Shares which have been exchanged by a participant as full or partial payment to
the Company in connection with any award under the Plan also shall thereafter
be available for the granting of other awards. In instances where a stock
appreciation right ("SAR") or other award is settled in cash, the shares
covered by such award shall remain available for issuance under the Plan.
Likewise, the payment of cash dividends and dividend equivalents paid in cash
in conjunction with outstanding awards shall not be counted against the shares
available for issuance. Any shares that are issued by the Company, and any
awards that are granted through the assumption of, or in substitution for,
outstanding awards previously granted by an acquired entity shall not be
counted against the shares available for issuance under the Plan.

   Any shares of Stock issued under the Plan may consist in whole or in part of
authorized and unissued shares or of treasury shares, and no fractional shares
shall be issued under the Plan. Cash may be paid in lieu of any fractional
shares in settlements of awards under the Plan.

   6. Adjustments. In the event of any stock dividend, stock split, combination
or exchange of shares, merger, consolidation, spin-off, recapitalization or
other distribution (other than normal cash dividends) of Company assets to
stockholders, or any other change affecting shares of Stock or share price,
such proportionate adjustments, if any, as the Committee in its discretion may
deem appropriate to reflect such change shall be made with respect to (1) the
aggregate number of shares of Stock that may be issued under the Plan; (2) each
outstanding award made under the Plan; and (3) the exercise price per share for
any outstanding stock options, SARs or similar awards under the Plan.
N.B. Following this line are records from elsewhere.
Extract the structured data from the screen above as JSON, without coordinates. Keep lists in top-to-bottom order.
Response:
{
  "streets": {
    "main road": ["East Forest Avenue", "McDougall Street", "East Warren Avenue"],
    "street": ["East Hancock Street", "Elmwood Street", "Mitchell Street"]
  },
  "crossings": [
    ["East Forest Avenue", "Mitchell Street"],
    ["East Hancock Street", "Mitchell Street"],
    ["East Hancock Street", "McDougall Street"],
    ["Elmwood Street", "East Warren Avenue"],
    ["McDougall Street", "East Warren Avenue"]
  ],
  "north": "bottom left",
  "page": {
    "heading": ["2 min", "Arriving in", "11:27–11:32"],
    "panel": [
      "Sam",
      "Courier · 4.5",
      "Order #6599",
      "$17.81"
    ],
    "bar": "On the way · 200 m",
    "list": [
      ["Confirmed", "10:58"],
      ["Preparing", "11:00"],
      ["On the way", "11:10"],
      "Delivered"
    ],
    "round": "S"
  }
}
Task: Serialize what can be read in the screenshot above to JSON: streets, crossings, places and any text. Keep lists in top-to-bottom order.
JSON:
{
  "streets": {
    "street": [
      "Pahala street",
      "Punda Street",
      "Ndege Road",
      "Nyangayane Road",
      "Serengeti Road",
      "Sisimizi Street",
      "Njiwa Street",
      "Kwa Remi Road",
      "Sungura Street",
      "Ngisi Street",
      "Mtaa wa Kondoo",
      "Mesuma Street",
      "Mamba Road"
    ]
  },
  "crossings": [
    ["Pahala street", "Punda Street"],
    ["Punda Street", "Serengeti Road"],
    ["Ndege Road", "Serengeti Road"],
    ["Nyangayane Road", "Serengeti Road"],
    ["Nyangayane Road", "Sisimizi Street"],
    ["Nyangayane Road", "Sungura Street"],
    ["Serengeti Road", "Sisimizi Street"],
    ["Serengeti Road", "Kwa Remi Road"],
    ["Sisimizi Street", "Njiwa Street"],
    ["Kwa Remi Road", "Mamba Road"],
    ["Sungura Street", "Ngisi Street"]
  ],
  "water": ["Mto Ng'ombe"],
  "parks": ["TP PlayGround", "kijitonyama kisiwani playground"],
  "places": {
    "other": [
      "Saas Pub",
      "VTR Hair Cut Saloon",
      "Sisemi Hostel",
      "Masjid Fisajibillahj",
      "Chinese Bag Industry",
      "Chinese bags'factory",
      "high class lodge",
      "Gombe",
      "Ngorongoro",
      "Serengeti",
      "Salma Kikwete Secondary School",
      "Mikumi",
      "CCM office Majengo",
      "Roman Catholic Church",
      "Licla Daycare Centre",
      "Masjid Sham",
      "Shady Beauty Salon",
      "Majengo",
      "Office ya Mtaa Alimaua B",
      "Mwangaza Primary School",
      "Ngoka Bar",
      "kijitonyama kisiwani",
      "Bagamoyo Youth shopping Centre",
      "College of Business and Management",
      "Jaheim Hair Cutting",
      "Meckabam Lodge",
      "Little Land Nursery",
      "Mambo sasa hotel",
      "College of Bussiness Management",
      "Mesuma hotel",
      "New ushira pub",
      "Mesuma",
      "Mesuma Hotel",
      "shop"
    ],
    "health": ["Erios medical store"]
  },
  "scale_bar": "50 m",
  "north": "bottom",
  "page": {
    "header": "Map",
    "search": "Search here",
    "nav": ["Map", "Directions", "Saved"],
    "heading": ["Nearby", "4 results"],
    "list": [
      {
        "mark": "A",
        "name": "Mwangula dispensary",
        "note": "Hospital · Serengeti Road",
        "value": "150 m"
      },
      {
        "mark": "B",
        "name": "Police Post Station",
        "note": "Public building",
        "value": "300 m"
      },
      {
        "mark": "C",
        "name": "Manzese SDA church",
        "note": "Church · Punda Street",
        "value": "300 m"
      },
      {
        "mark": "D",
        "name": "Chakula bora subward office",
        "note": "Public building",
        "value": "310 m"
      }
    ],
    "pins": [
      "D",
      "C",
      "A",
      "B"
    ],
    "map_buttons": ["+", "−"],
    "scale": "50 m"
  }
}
   7. Fair Market Value. "Fair Market Value," for all purposes of the Plan,
shall mean the average of the closing price of a share of Stock on the NASDAQ
National Market System for the ten trading days immediately preceding the date
of grant.

   8. Awards. Except as otherwise provided in this Section 8, the Committee
shall determine the type or types of award(s) to be made to each participant
and the number of shares of Stock subject to each such award, and any other
terms, conditions and limitations applicable to such award. Awards may be
granted singly, in combination or in tandem. Awards also may be made in
combination or in tandem with, in replacement of, as alternatives to or as the
payment form for grants or rights under any other compensation plan or
individual contract or agreement of the Company including those of any acquired
entity. The types of awards that may be granted under the Plan are:

     8.1 Stock Options. A stock option is a right to purchase a specified
  number of shares of Stock during a specified period. The purchase price per
  share for each stock option shall be not less than 100% of Fair Market
  Value on the date of grant, except if a stock option is granted
  retroactively in tandem with or as a substitution for a SAR, the exercise
  price may be no lower than the Fair Market Value of a share as set forth in
  award agreements for such tandem or replaced SAR. A stock option may be in
  the form of an ISO which complies with Section 422 of the Code. The price
  at which shares may be purchased under a stock option shall be paid in full
  by the optionee at the time of the exercise in cash or such other method
  permitted by the Committee, including (1) tendering shares; (2) authorizing
  a third party to sell the shares (or a sufficient portion thereof) acquired
  upon exercise of a stock option and assigning the delivery to the Company
  of a sufficient amount of the sale proceeds to pay for all the shares
  acquired through such exercise; or (3) any combination of the above.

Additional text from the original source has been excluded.